Jump To: Support > KB > NetManager > Email > Spam

Email Spam Filtering

Greylisting

When valid emails are sent, but the destination mail server is temporarily too busy (or otherwise unavailable), they will sit in a queue on an intermediate server which will periodically retry delivering the mail. In this way, temporary downtime on the destination server will not stop mail being reliably delivered. Greylisting uses this feature to stop large amounts of spam.

When someone first sends you an email, their server will be told to try again later. A note is kept so that when they try again (after a certain greylist period has elapsed), the mail will be accepted immediately. As a valid mail server will always try again, the mail will be delivered safely. Spam mail is very rarely sent via valid mail servers (as doing so would make it easy to track) and as the spammers are sending millions of unsolicited mails, they will not bother trying to remember to track and retry any mails which cannot be immediately delivered.

Enabling greylisting means a small delay the first time someone first sends you an email, but blocks a very high proportion of junk mail. Greylisting relies on any retries coming from the same server that connected originally; some senders have a pool of machines (e.g. twitter.com has a pool of around 40 machines that may attempt to send the same mail.
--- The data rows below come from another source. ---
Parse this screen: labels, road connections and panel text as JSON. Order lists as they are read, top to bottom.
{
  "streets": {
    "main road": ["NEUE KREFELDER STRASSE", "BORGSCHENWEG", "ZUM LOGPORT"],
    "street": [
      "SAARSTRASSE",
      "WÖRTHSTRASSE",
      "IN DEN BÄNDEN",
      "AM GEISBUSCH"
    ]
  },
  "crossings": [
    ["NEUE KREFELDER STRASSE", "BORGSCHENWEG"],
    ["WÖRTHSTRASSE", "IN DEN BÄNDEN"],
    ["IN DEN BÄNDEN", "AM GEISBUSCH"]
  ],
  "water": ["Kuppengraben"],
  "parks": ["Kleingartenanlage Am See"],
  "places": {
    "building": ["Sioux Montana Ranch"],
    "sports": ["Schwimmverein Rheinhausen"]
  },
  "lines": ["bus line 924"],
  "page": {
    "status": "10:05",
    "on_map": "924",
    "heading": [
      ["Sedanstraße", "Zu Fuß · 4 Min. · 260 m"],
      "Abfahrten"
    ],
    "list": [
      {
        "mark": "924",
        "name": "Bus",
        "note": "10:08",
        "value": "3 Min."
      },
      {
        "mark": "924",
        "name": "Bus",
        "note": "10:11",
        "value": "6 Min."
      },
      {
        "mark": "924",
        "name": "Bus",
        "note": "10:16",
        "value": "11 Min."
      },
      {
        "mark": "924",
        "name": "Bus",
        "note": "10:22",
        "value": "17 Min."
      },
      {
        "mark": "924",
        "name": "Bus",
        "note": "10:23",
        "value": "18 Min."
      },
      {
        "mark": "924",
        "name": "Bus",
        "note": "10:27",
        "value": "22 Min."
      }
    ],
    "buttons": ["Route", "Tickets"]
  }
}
Problem senders such as Twitter are added to a whitelist that we maintain (so please let us know of any problems you encounter). SPF-enabled senders can bypass greylisting if required.

Greylisting is not enabled by default because we feel our customers should be aware of the time-delay and pool sending aspects before proceeding. If greylisting is enabled, any senders added to the whitelist in Email > Mail blocks > Allow by sender in webadmin will not be greylisted.

Configuration options for greylisting

Greylist can be altered with the following configuration options in the configuration file:

  • mail_greylist (default n) - whether to enable greylisting, set to y to enable
  • mail_greylist_spf (default n) - whether to allow senders with valid SPF records to bypass greylisting, set to y to allow bypass
  • mail_greylist_always - space-separated list of senders to always greylist
  • mail_greylist_never - space-separated list of senders to never greylist

Scanning all mails for content, patterns, etc.

Scanning of all emails for spam is an optional module available for NetManager. This page assumes you have already purchased this and that it is installed.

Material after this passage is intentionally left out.